Try it out yourself and see if it works. I saved another file with this extract.

I imported buildings for Connecticut and for data manipulation I used python packages GeoPandas and Shapely that allow basic geometric manipulations.

My workflow was something like this:

  1. Use QGIS or JOSM to convert building data to GeoJson (or Shape file) format.
  2. Load into GeoPandas using Fiona package
  3. Use GeoPandas to fix tags and geometry
  4. Split dataset into smaller fragments and export as GeoJson files.
  5. Upload all files to Google Cloud and create a project in Tasking manager pointing to the files stored in Google cloud.
  6. Use JOSM to work one task at a time and used Conflation Plugin or Geometry replace to resolve conflicts with existing buildings.

I don’t think that there is a tool to do the conflation programmatically and preserve the history of the object at the same time. But you could go the route you suggested and upload first all buildings that don’t overlap with exiting OSM data and solve the conflicting manually in JOSM.
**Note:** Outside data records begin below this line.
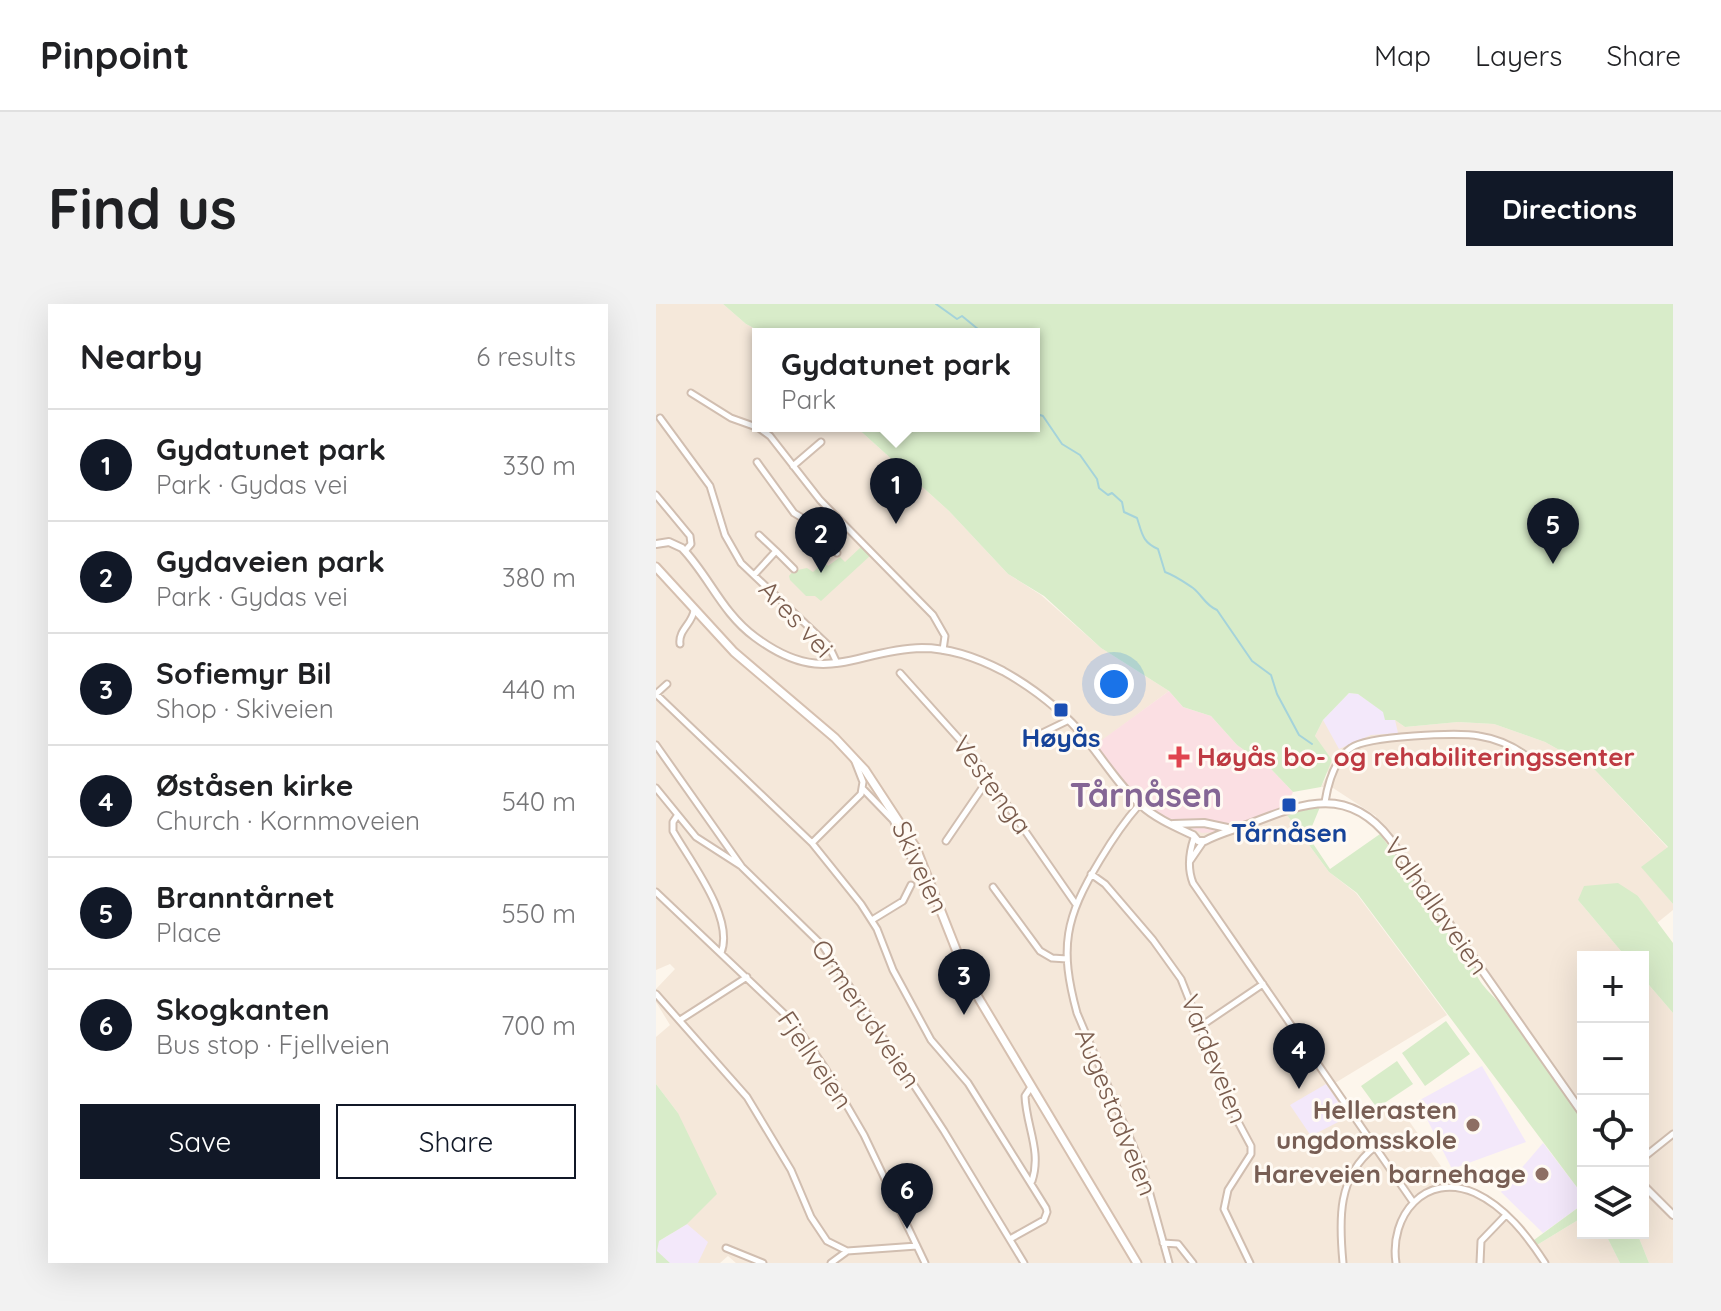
<!DOCTYPE html>
<meta charset="utf-8">
<style>
:root{--surface:#fff;--page:#f2f2f2;--text:#202124;--muted:#757577;--line:#e0e0e0;--accent:#111827}
body{margin:0;font-family:Quicksand,sans-serif;background:var(--page);color:var(--text)}
.controls{position:absolute;right:24px;bottom:24px;display:grid;overflow:hidden;border-radius:0px;box-shadow:0 8px 32px #0002}
.controls button{width:72px;height:72px;display:grid;place-items:center;padding:0;border:0;border-bottom:2px solid var(--line);background:var(--surface);color:var(--text);font:40px sans-serif}
.you{position:absolute;left:458px;top:380px;width:28px;height:28px;margin:-20px;border:6px solid #fff;border-radius:50%;background:#1a73e8;box-shadow:0 0 0 12px #1a73e833}
.badge{display:grid;place-items:center;width:52px;height:52px;border-radius:50%;background:var(--accent);color:#fff;font-size:26px;font-weight:700}
.pin{position:absolute;translate:-50% -66px;filter:drop-shadow(0 2px 4px #0008)}
.pin::after{content:'';position:absolute;top:42px;width:28px;height:24px;background:inherit;clip-path:polygon(0 0,100% 0,50% 100%)}
.popup{position:absolute;left:96px;top:24px;width:288px;height:104px;box-sizing:border-box;display:grid;place-content:center;border-radius:0px;background:var(--surface);filter:drop-shadow(0 2px 6px #0005);font-size:26px;white-space:nowrap;color:var(--muted)}
.popup b{font-size:30px;color:var(--text)}
.popup::after{content:'';position:absolute;left:50%;top:100%;margin-left:-16px;border:16px solid transparent;border-top-color:var(--surface)}
.list{margin:0;padding:0;list-style:none}
h2{display:flex;justify-content:space-between;align-items:center;height:104px;margin:0;padding:0 32px;font-size:34px}
h2 small{font-size:26px;font-weight:400;color:var(--muted)}
.list li{display:grid;grid-template-columns:52px 1fr auto;gap:24px;align-items:center;box-sizing:border-box;height:112px;padding:0 32px;border-top:2px solid var(--line)}
.list b{display:block;font-size:30px;white-space:nowrap}
.list p{margin:0;font-size:26px;white-space:nowrap;color:var(--muted)}
.list em{font-size:26px;font-style:normal;color:var(--muted)}
.actions{display:flex;gap:16px;padding:24px 32px}
.actions a{flex:1;padding:18px 0;border:2px solid var(--accent);border-radius:0px;text-align:center;font-size:28px;color:var(--accent)}
.actions .main{background:var(--accent);color:#fff}
.icon{flex:none;width:44px;height:44px;fill:none;stroke:currentColor;stroke-width:2;stroke-linecap:round;stroke-linejoin:round}
.map{position:relative;flex:none;width:1017px;height:959px;overflow:hidden;border-radius:0px}
header{display:flex;align-items:center;gap:48px;box-sizing:border-box;height:112px;padding:0 40px;background:var(--surface);border-bottom:2px solid var(--line)}
header strong{font-size:38px}
nav{display:flex;gap:44px;margin-inline-start:auto;font-size:28px}
.intro{display:flex;align-items:center;justify-content:space-between;box-sizing:border-box;height:192px;padding:0 48px}
h1{margin:0;font-size:56px}
.button{padding:20px 36px;border-radius:0px;background:var(--accent);color:#fff;font-size:28px;font-weight:700}
main{display:flex;gap:48px;padding:0 48px}
aside{flex:1;background:var(--surface);border-radius:0px;box-shadow:0 8px 32px #0002}
.map>svg:first-child{display:block}
.residential{fill:#f5e8da}
.education{fill:#f3e8fa}
.medical{fill:#fbdfe3}
.green{fill:#d8ecc9}
.lines{fill:none;stroke-linecap:round;stroke-linejoin:round}
.stream{stroke:#a5d3da;stroke-width:2}
.minor-casing{stroke:#d1beb0;stroke-width:9}
.tertiary-casing{stroke:#d1beb0;stroke-width:10}
.secondary-casing{stroke:#d6c0b0;stroke-width:11}
.minor{stroke:#fff;stroke-width:5}
.tertiary{stroke:#fff;stroke-width:6}
.secondary{stroke:#fff;stroke-width:7}
.transit-dot{fill:#1a4fb4;stroke:#fffaf3;stroke-width:3}
.health-dot{fill:#e0444e;stroke:#fffaf3;stroke-width:3}
.education-dot{fill:#8d6e63;stroke:#fffaf3;stroke-width:3}
.labels{text-anchor:middle;stroke-width:6;stroke-linejoin:round;paint-order:stroke}
.street-label{font-size:26px;fill:#7a5c4d;stroke:#fffaf3}
.transit-label{font-size:26px;font-weight:bold;fill:#164399;stroke:#fffaf3}
.health-label{font-size:26px;font-weight:bold;fill:#be3a42;stroke:#fffaf3;text-anchor:start}
.education-label{font-size:26px;font-weight:bold;fill:#785e54;stroke:#fffaf3;text-anchor:end}
.district-label{font-size:34px;font-weight:bold;fill:#846695;stroke:#fffaf3}
</style>
<header>
<strong>Pinpoint</strong>
<nav><a>Map</a><a>Layers</a><a>Share</a></nav>
</header>
<div class="intro"><h1>Find us</h1><a class="button">Directions</a></div>
<main>
<aside>
<h2>Nearby<small>6 results</small></h2>
<ul class="list">
<li><span class="badge">1</span><div><b>Gydatunet park</b><p>Park · Gydas vei</p></div><em>330 m</em></li>
<li><span class="badge">2</span><div><b>Gydaveien park</b><p>Park · Gydas vei</p></div><em>380 m</em></li>
<li><span class="badge">3</span><div><b>Sofiemyr Bil</b><p>Shop · Skiveien</p></div><em>440 m</em></li>
<li><span class="badge">4</span><div><b>Øståsen kirke</b><p>Church · Kornmoveien</p></div><em>540 m</em></li>
<li><span class="badge">5</span><div><b>Branntårnet</b><p>Place</p></div><em>550 m</em></li>
<li><span class="badge">6</span><div><b>Skogkanten</b><p>Bus stop · Fjellveien</p></div><em>700 m</em></li>
</ul>
<div class="actions"><a class="main">Save</a><a>Share</a></div>
</aside>
<div class="map">
<svg width="1017" height="959" viewBox="0 0 1017 959">
<rect width="100%" height="100%" fill="#fdf6ec"/>
<path class="residential" d="M0,0H67L90,20L109,30H102V122H199L293,207L352,270L385,291L445,344L513,387L440,441L485,498L520,518L628,507L673,568L700,589L791,711L679,779L701,818L741,800L799,882L823,886L838,895L868,922L881,941L927,913V929H949L964,959H80L72,952L64,959H14L22,809L0,780V733L14,721L0,698V685L19,665L14,660L0,666Z
M667,416H739L749,423L802,418L838,420L889,438L939,466L1012,544L986,563L1017,600V606L1001,619L982,592L922,596L970,653H927V816L724,530L720,512L677,484L665,483L672,470L659,432Z
M987,674L1017,709V959H993L981,929H987Z"/>
<path class="education" d="M693,389L702,390L739,416L742,429L715,431L683,445L667,416Z
M826,762L870,838L796,865L762,797Z
M670,780L692,813L655,832L634,801Z
M887,839L923,886V903L887,929L845,888Z
M31,920L52,938L42,959H14L0,947L3,937Z"/>
<path class="medical" d="M513,387L527,403L555,412L581,441L615,465L637,488L628,507L571,527L546,529L506,511L485,498L439,441Z"/>
<path class="green" d="M67,0H1017V600L985,563L1012,543L939,466L889,438L838,420L802,418L749,423L739,416H729L727,408L702,390L693,389L667,416L659,432L676,456L665,483L637,488L615,465L581,441L555,412L527,403L513,387L445,344L388,292L352,270L293,207L199,122H378V30H109L90,20Z
M206,242L215,251L165,297L159,292H150L134,276L133,272L137,267L151,264L157,268L168,258L172,262L184,253L189,258Z
M645,503H664L652,532L674,565L724,530L818,663C821,680 839,692 849,706L927,816V913L881,941L878,936L923,903V886L701,589L673,568L628,507Z
M962,579L982,592L1017,639V709L987,674V653H970L922,596L928,582Z
M790,717L814,750L769,782L746,749Z
M741,757L757,780L721,804L705,782Z
M0,780L22,809L61,890L31,920L3,937L1,947L14,959H0Z
M949,929H981L993,959H964Z"/>
<g class="lines">
<path class="stream" d="M280,0L301,15L306,12L328,30
M378,109L387,112L406,140L424,151L441,175L443,184L452,191L456,189L466,198L468,208L481,214C486,229 486,238 502,245L509,268C520,272 528,278 537,284C547,292 549,301 561,306L596,357L615,371L621,390L643,431L656,440"/>
<defs>
<path id="minor" d="M35,89L75,114L103,124L114,132L164,196L277,311L289,332L287,346
M4,114L54,182L69,231L85,259L173,342L181,359
M101,158L138,209L148,215L181,249
M137,162L165,138
M0,191L34,232L35,240L29,247
M120,247L138,265
M98,271L120,247L103,231
M24,340C22,326 37,319 38,306
M244,369L313,446L419,599
M0,390L156,539L205,600L221,625L237,666L275,736L312,779L390,904L391,908L388,916L354,935
M0,390L11,380
M380,432L413,416
M0,441L86,563L167,642L288,827L368,959
M0,484L40,533L85,562
M207,485L237,516L257,558
M669,498C672,479 679,455 695,444C711,432 803,428 823,432C843,435 863,445 878,458
M483,501C468,518 456,536 444,556C409,614 403,643 421,709L487,865L513,959
M21,512L17,518V527C34,557 79,614 65,649
M538,534C533,549 531,564 537,579L757,898
M290,537L333,474
M156,539L205,490L207,478L198,455
M534,557L547,538
M435,570L449,580L497,636L525,675L580,814L595,842V850L572,886L568,905L594,959
M337,583L384,647L396,654L411,655
M0,588L138,719L169,764L208,831L269,959
M216,616L247,597L255,581
M0,690L91,793L135,866L155,913L171,937L191,947L261,942
M24,716L91,673
M545,722L607,680
M375,783L369,792C370,822 386,847 376,877
M987,854L1017,830
M507,939L522,940L537,959
M70,944L107,959
M175,959L190,948
M687,959C683,916 681,872 719,843
M740,959C733,912 769,867 819,889C849,903 871,931 889,959
M824,959L825,937L850,911"/>
<path id="tertiary" d="M0,240L13,238L26,244C53,272 66,309 99,333C169,385 196,346 266,344C295,344 322,354 347,367C379,385 408,408 431,436C448,457 464,483 485,501C499,514 520,523 537,531L542,537H549C563,529 581,525 596,519C649,498 693,482 734,535L927,810
M517,520L548,519L576,525
M987,881L1017,911"/>
<path id="secondary" d="M0,263L78,348L179,434L209,466L260,544L309,668L319,688L481,959"/>
</defs>
<use href="#minor" class="minor-casing"/>
<use href="#tertiary" class="tertiary-casing"/>
<use href="#secondary" class="secondary-casing"/>
<use href="#minor" class="minor"/>
<use href="#tertiary" class="tertiary"/>
<use href="#secondary" class="secondary"/>
</g>
<g class="transit-dot">
<rect x="397" y="398" width="16" height="16" rx="4"/>
<rect x="625" y="493" width="16" height="16" rx="4"/>
</g>
<path class="health-dot" d="M519 441h8v8h8v8h-8v8h-8v-8h-8v-8h8z"/>
<g class="education-dot">
<circle cx="817" cy="821" r="8"/>
<circle cx="886" cy="870" r="8"/>
</g>
<g class="labels">
<g class="street-label">
<text transform="translate(140 315) rotate(47)" y="9">Ares vei</text>
<text transform="translate(336 481) rotate(54)" y="9">Vestenga</text>
<text transform="translate(264 563) rotate(65)" y="9">Skiveien</text>
<text transform="translate(780 602) rotate(55)" y="9">Valhallaveien</text>
<text transform="translate(210 710) rotate(56)" y="9">Ormerudveien</text>
<text transform="translate(558 755) rotate(68)" y="9">Vardeveien</text>
<text transform="translate(159 756) rotate(56)" y="9">Fjellveien</text>
<text transform="translate(460 808) rotate(68)" y="9">Augestadveien</text>
</g>
<g class="transit-label">
<text x="405" y="443">Høyås</text>
<text x="633" y="538">Tårnåsen</text>
</g>
<g class="health-label">
<text x="541" y="462">Høyås bo- og rehabiliteringssenter</text>
</g>
<g class="education-label">
<text x="801" y="815">Hellerasten<tspan x="801" dy="30">ungdomsskole</tspan></text>
<text x="870" y="879">Hareveien barnehage</text>
</g>
<g class="district-label">
<text x="490" y="503">Tårnåsen</text>
</g>
</g>
</svg>
<div class="controls">
<button>+</button>
<button>−</button>
<button><svg class="icon" aria-label="locate" viewBox="0 0 24 24"><circle cx="12" cy="12" r="6"/><path d="M12 2v4M12 18v4M2 12h4M18 12h4"/></svg></button>
<button><svg class="icon" aria-label="layers" viewBox="0 0 24 24"><path d="M12 4l9 5-9 5-9-5zM3 14l9 5 9-5"/></svg></button>
</div>
<div class="you"></div>
<div class="pin badge" style="left:240px;top:220px">1</div>
<div class="popup"><b>Gydatunet park</b>Park</div>
<div class="pin badge" style="left:165px;top:269px">2</div>
<div class="pin badge" style="left:308px;top:711px">3</div>
<div class="pin badge" style="left:643px;top:785px">4</div>
<div class="pin badge" style="left:897px;top:260px">5</div>
<div class="pin badge" style="left:251px;top:925px">6</div>
</div>
</main>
I personally would do this:

  1. Use this Overpass query inside JOSM to download all existing buildings and save them as GeoJson (You will need OpenData plugin if I am not mistaken).
  2. Load them, as well as your polished import dataset into GeoPandas.
  3. Filter out buildings that overlap between the two datasets.
  4. Use upload script to upload the non-conflicting new buildings. (I’ve never used this script, but worst case you can use JOSM)

Just in case links to imports and Github code:
import1, import2, Github

Ah thanks! I’ll try it out

Regarding the above overpass query, would I also need the nodes/meta data to update the tags or just the way itself and its data?

Edit: Nvm I misunderstood the query.

So I noticed when I save the file as a geojson, it loses the metadata (osmid, user, timestamp etc). Is this how you edited existing osm buildings or did you import the data into python a different way?

I always modified existing OSM data in JOSM, because I couldn’t find a way how to do a lossless conversion between OSM format and shapely geometry format.

But if you only want to update tags you could make it work with some of the existing packages.

And you could use on of the overpass API packages for selective download of buildings:

I don’t know how compatible their data formats are so you might need to write your own data transformation between overpass → osm api datastructures.

If there is going to be any modification of existing OSM data I would highly recommend doing so in JOSM as @Mashin suggests. This is what the Denver building import did. @SherbetS had a good suggestion as to how to deal with large amounts of data in JOSM. In addition to losing the necessary metadata, if too much time elapses (e.g. more than an hour) between when the data is extracted from OSM and when you upload changes, you run the risk of conflicts (because someone else has modified the data after it was extracted from OSM).